2009-09-02

 

Le district des extraterrestres

Vu hier soir le film District 9, qui, comme Moon, a pour mérite d'être de la science-fiction sans concession. Contrairement à Moon, toutefois, District 9 a bénéficié d'un budget d'importance, de l'endossement de Peter Jackson et de décors nettement moins aseptisés.

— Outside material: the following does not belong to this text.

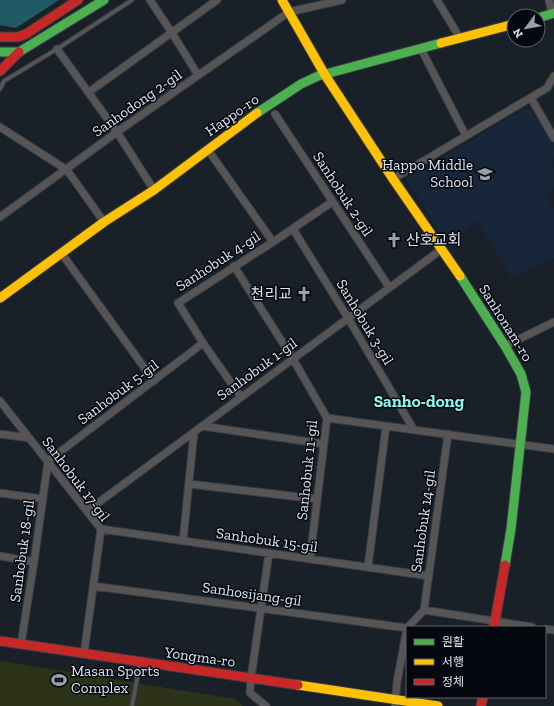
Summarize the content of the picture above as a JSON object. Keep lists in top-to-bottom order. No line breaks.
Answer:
{"streets":{"main road":["Happo-ro","Sanhonam-ro","Yongma-ro"],"street":["Sanhodong 2-gil","Sanhobuk 2-gil","Sanhobuk 4-gil","Sanhobuk 3-gil","Sanhobuk 1-gil","Sanhobuk 5-gil","Sanhobuk 11-gil","Sanhobuk 17-gil","Sanhobuk 14-gil","Sanhobuk 15-gil","Sanhobuk 18-gil","Sanhosijang-gil"]},"crossings":[["Sanhodong 2-gil","Sanhonam-ro"],["Happo-ro","Sanhobuk 4-gil"],["Happo-ro","Sanhonam-ro"],["Sanhobuk 2-gil","Sanhobuk 1-gil"],["Sanhobuk 4-gil","Sanhobuk 1-gil"],["Sanhobuk 4-gil","Sanhobuk 5-gil"],["Sanhobuk 4-gil","Sanhobuk 11-gil"],["Sanhobuk 3-gil","Sanhobuk 1-gil"],["Sanhonam-ro","Sanhobuk 1-gil"],["Sanhobuk 1-gil","Sanhobuk 11-gil"],["Sanhobuk 1-gil","Sanhobuk 17-gil"],["Sanhobuk 5-gil","Sanhobuk 17-gil"],["Sanhobuk 5-gil","Sanhobuk 18-gil"],["Sanhobuk 11-gil","Sanhobuk 15-gil"],["Sanhobuk 17-gil","Sanhobuk 15-gil"],["Sanhobuk 17-gil","Sanhobuk 18-gil"],["Sanhobuk 17-gil","Sanhosijang-gil"],["Sanhobuk 17-gil","Yongma-ro"],["Sanhobuk 14-gil","Sanhobuk 15-gil"],["Sanhobuk 18-gil","Yongma-ro"]],"districts":["Sanho-dong"],"places":{"school or university":["Happo Middle School"],"church":["산호교회","천리교"],"sports":["Masan Sports Complex"]},"legend":["원활","서행","정체"],"north":"bottom left"}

De quoi s'agit-il? Dans un futur proche, un immense vaisseau spatial s'est immobilisé au-dessus de Johannesburg en Afrique du Sud. Les premiers humains à pénétrer à bord ont découvert une population d'extraterrestres humanoïdes dont l'apparence les apparente à des crustacés... Affamés et désorientés, ceux-ci ont été pris en charge par le gouvernement d'Afrique du Sud et installés dans un camp de réfugiés, « District 9 ». Celui-ci est rapidement devenu un bidonville ou ghetto puisque que les « prawns », comme on les appelle, ne sont pas acceptés par la population humaine à l'extérieur du camp. Quand l'action du film débute, un bureaucrate, Wikus van de Merwe, est chargé de distribuer des avis d'expulsion aux habitants du camp, que l'on désire établir dans une nouvelle enclave, à l'écart de la grande ville qui ne supporte plus la proximité de ces extraterrestres indésirables...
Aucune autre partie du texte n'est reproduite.